Chevron’s moral counter-argument against paying compensation is the $40 million Texaco paid in the 1990s in a limited clean-up of the affected region.

Chevron claims this absolves it of responsibility, despite the fact that the agreement was reached with the country it was said, just a few years later, was too corrupt to properly assess an environmental compensation case.

The Lago Agrio trial assessed the $40 million clean-up and found it woefully inadequate for the scale of the contamination. Of the supposedly rehabilitated sites, 83% were found to exceed even Ecuador’s maximum permissible levels of oil pollution, a standard 10 times more lenient than that of the US.

Even were the $9.5 billion in compensation to be paid, it would amount to only $139 per litre of crude oil sludge dumped into the jungle. This is before even considering the impact of the 72 billion litres of wastewater dumped into the Amazon ― the most biodiverse place on Earth.

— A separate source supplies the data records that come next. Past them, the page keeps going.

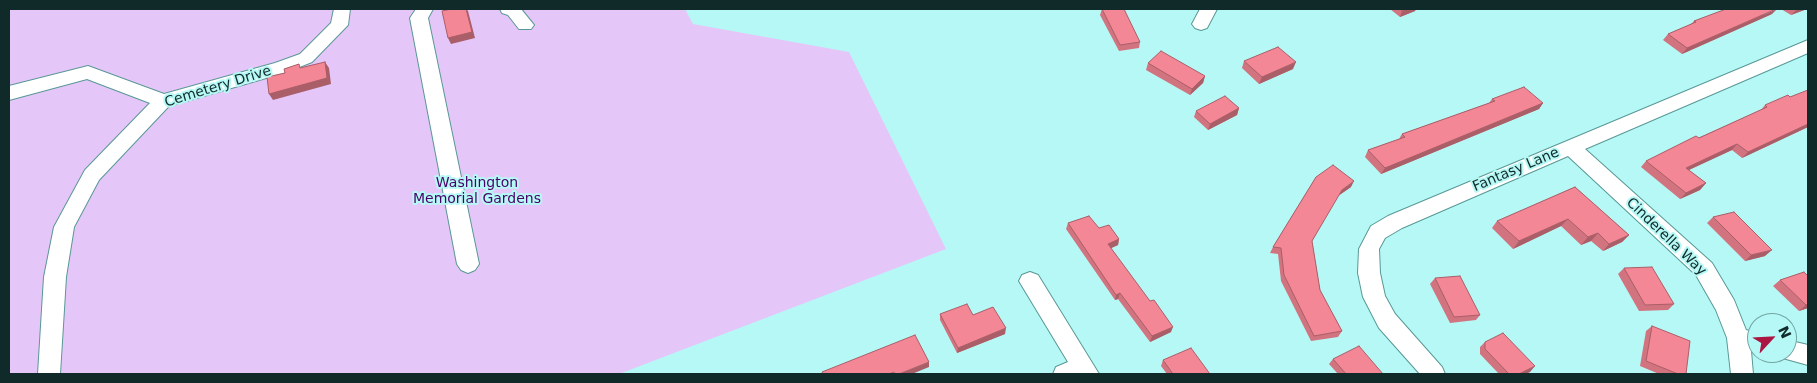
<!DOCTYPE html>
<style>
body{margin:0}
#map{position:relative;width:1817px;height:383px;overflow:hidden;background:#b6f8f5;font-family:"DejaVu Sans",sans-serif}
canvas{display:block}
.frame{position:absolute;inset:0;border:10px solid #0f2a29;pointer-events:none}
.north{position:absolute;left:1747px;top:313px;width:50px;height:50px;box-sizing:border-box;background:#b6f8f5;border:1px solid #73a6a3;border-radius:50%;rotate:65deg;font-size:14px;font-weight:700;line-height:20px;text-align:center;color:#0f2a29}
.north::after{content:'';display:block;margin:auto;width:18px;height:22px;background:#aa1541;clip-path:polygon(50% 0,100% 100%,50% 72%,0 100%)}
</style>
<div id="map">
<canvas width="1817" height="383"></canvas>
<div class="frame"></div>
<div class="north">N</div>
</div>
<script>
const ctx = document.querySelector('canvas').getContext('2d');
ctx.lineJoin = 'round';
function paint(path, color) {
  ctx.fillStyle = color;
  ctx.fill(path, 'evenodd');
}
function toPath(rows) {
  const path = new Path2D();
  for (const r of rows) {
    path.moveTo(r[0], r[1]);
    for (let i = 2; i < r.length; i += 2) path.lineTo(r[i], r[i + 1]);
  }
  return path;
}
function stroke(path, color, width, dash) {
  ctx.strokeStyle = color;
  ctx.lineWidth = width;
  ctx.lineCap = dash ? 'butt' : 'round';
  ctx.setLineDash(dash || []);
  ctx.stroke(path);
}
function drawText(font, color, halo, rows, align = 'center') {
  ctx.font = font + ' "DejaVu Sans",sans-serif';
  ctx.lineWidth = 4;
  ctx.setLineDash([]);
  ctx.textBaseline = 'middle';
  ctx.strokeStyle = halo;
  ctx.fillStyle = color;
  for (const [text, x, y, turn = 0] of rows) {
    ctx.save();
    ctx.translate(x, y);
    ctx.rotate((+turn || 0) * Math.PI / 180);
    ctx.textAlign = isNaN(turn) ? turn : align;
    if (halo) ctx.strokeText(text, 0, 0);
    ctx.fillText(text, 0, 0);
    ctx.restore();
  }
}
paint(toPath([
 [9,9,685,9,693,24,849,52,946,249,619,374,9,374]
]), '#e5c6f8');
const minor = toPath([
 [334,9,350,9,348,25,312,62,287,72,169,106,99,180,74,227,66,277,60,374,38,374,44,277,54,227,85,170,150,103,87,79,9,100,9,86,88,66,164,94,275,63,300,54,331,23,334,9],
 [416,9,433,9,428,18,479,264,475,270,468,273,461,270,457,264,410,18,416,9],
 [500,9,521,9,534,25,531,29,519,29,508,15,502,13,500,9],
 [1200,9,1217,9,1207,28,1201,30,1195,28,1192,24,1200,9],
 [1808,40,1808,53,1585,149,1712,263,1734,300,1746,330,1757,333,1757,353,1751,351,1753,374,1731,374,1727,338,1716,310,1696,275,1568,156,1402,228,1385,238,1379,249,1380,273,1385,296,1395,314,1442,367,1445,374,1420,374,1379,328,1363,297,1358,273,1359,249,1371,226,1388,216,1808,40],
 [1030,272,1038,275,1099,374,1053,374,1056,367,1068,362,1019,281,1022,275,1030,272],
 [1787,340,1808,345,1808,365,1779,357,1777,353,1787,353,1787,340]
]);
stroke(minor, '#589896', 2);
paint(minor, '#fff');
paint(toPath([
 [1102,9,1140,42,1139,48,1119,51,1100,15],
 [1390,9,1416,9,1415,11,1400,17],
 [1781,9,1807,9,1791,15],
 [1772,14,1682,54,1663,40,1668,34,1691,24,1694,21],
 [1244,61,1293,69,1259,84,1242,68],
 [1148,63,1205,76,1203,83,1190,95,1146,70],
 [1492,99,1543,103,1539,109,1381,174,1365,157,1368,150,1399,139,1402,134,1489,103],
 [1765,105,1808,127,1742,158,1732,150,1689,170,1706,183,1700,190,1680,199,1641,167,1646,161,1761,110],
 [1239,108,1237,115,1208,130,1194,117,1196,111],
 [1316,177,1351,187,1338,196,1312,241,1320,290,1342,331,1338,337,1311,341,1281,281,1278,254,1270,253,1273,247],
 [1575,187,1629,235,1622,242,1603,251,1591,241,1581,245,1561,226,1513,249,1492,228,1497,221],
 [1713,217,1765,256,1745,261,1707,223],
 [1068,223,1099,228,1119,239,1118,245,1111,248,1171,332,1150,342,1118,299,1115,300,1066,229],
 [1624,268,1674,304,1668,310,1639,311,1618,274],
 [1808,276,1808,308,1799,311,1773,286,1780,280],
 [1435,278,1480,315,1476,320,1450,323,1430,284],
 [940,314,1005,334,957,353,940,320],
 [1652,326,1686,374,1659,374,1640,366,1646,331],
 [1485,342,1530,372,1525,374,1499,374,1480,354,1480,347],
 [1333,359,1383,374,1338,374,1329,364],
 [1163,360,1210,374,1167,374,1161,366]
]), '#d17480');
paint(toPath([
 [466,9,468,11,475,38,451,44,448,38],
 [1409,9,1416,9,1415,11,1400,17,1402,11],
 [1777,9,1772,14,1682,54,1687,48],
 [1797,9,1807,9,1791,15],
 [325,62,329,68,331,84,273,100,269,94],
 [1296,62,1293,69,1259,84,1262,77],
 [1205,76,1203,83,1190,95,1192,89],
 [1543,103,1539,109,1381,174,1385,168],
 [1239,108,1237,115,1208,130,1210,124],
 [1808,124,1808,127,1742,158,1748,152],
 [1737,144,1732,150,1680,174,1686,168],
 [1354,181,1351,187,1338,196,1342,190],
 [1706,183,1700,190,1680,199,1686,193],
 [1568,219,1561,226,1513,249,1519,241],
 [1598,233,1591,241,1581,245,1588,237],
 [1629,235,1622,242,1603,251,1609,244],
 [1119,239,1118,245,1107,250,1108,244],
 [1772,250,1765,256,1745,261,1751,255],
 [1120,293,1118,299,1115,300,1116,295],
 [1808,304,1808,308,1799,311,1806,305],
 [1173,327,1171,332,1150,342,1152,336],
 [1006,328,1005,334,957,353,958,348],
 [929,362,929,367,912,374,899,374],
 [1535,366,1530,372,1525,374,1519,374]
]), '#aa5e68');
const building = toPath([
 [451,9,466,9,472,32,448,38,442,11,451,9],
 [1102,9,1124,9,1140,42,1120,45,1102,9],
 [1400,9,1409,9,1402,11,1400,9],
 [1726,9,1776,9,1687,48,1668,34,1696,22,1694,21,1726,9],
 [1278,47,1296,62,1262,77,1244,61,1278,47],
 [1161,51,1205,76,1192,89,1148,63,1161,51],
 [325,62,327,78,269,94,267,77,285,73,284,69,299,64,300,68,325,62],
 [1524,87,1543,103,1385,168,1368,150,1405,137,1402,134,1495,101,1492,99,1524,87],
 [1808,90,1808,124,1748,152,1737,144,1686,168,1706,183,1686,193,1646,161,1696,136,1699,138,1767,107,1765,105,1788,95,1790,97,1808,90],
 [1225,96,1239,108,1210,124,1196,111,1225,96],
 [1333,165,1354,181,1342,190,1312,241,1320,290,1342,331,1314,336,1284,275,1281,248,1273,247,1316,177,1333,165],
 [1575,187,1629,235,1609,244,1598,233,1588,237,1568,219,1519,241,1497,221,1575,187],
 [1734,212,1772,250,1751,255,1713,217,1734,212],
 [1089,216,1099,228,1109,225,1119,239,1108,244,1150,301,1154,300,1173,327,1152,336,1120,293,1116,295,1068,223,1089,216],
 [1652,267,1674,304,1645,305,1624,268,1652,267],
 [1804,272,1808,276,1808,304,1806,305,1780,280,1804,272],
 [1460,276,1480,315,1454,317,1435,278,1460,276],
 [967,304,973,315,993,307,1006,328,958,348,940,314,967,304],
 [1652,326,1690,341,1686,374,1678,374,1646,361,1652,326],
 [1503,333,1535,366,1519,374,1509,374,1485,349,1485,342,1503,333],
 [915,335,929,362,899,374,895,374,894,372,889,374,823,374,822,372,915,335],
 [1359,346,1383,374,1346,374,1333,359,1359,346],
 [1191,348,1210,374,1173,374,1163,360,1191,348]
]);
paint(building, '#f38795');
stroke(building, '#aa5e68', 1);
drawText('14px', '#0f2a29', '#b6f8f5', [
 ["Cemetery Drive",218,87,-17],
 ["Fantasy Lane",1516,170,-23],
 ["Cinderella Way",1666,237,44]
]);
drawText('14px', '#4a0067', '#b6f8f5', [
 ["Washington",477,183],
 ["Memorial Gardens",477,199]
]);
</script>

Studies have demonstrated elevated rates of many types of cancer in the areas around Chevron’s abandoned sites, including “significantly elevated” rates of childhood leukaemia.

In a brutally ironic twist, on the very same day that Kaplan issued his verdict in New York, BP lost an appeal that sought to limit its liability for the Deepwater Horizon spill. Its compensation payouts may now surpass $15 billion, The Financial Times said.

But of course, BP’s claimants are largely shops, hotels and restaurants along the coast of the Gulf of Mexico. Chevron’s claimants are Third World, brown-skinned and broke ― and there seems to be no end in sight to their campaign for restitution.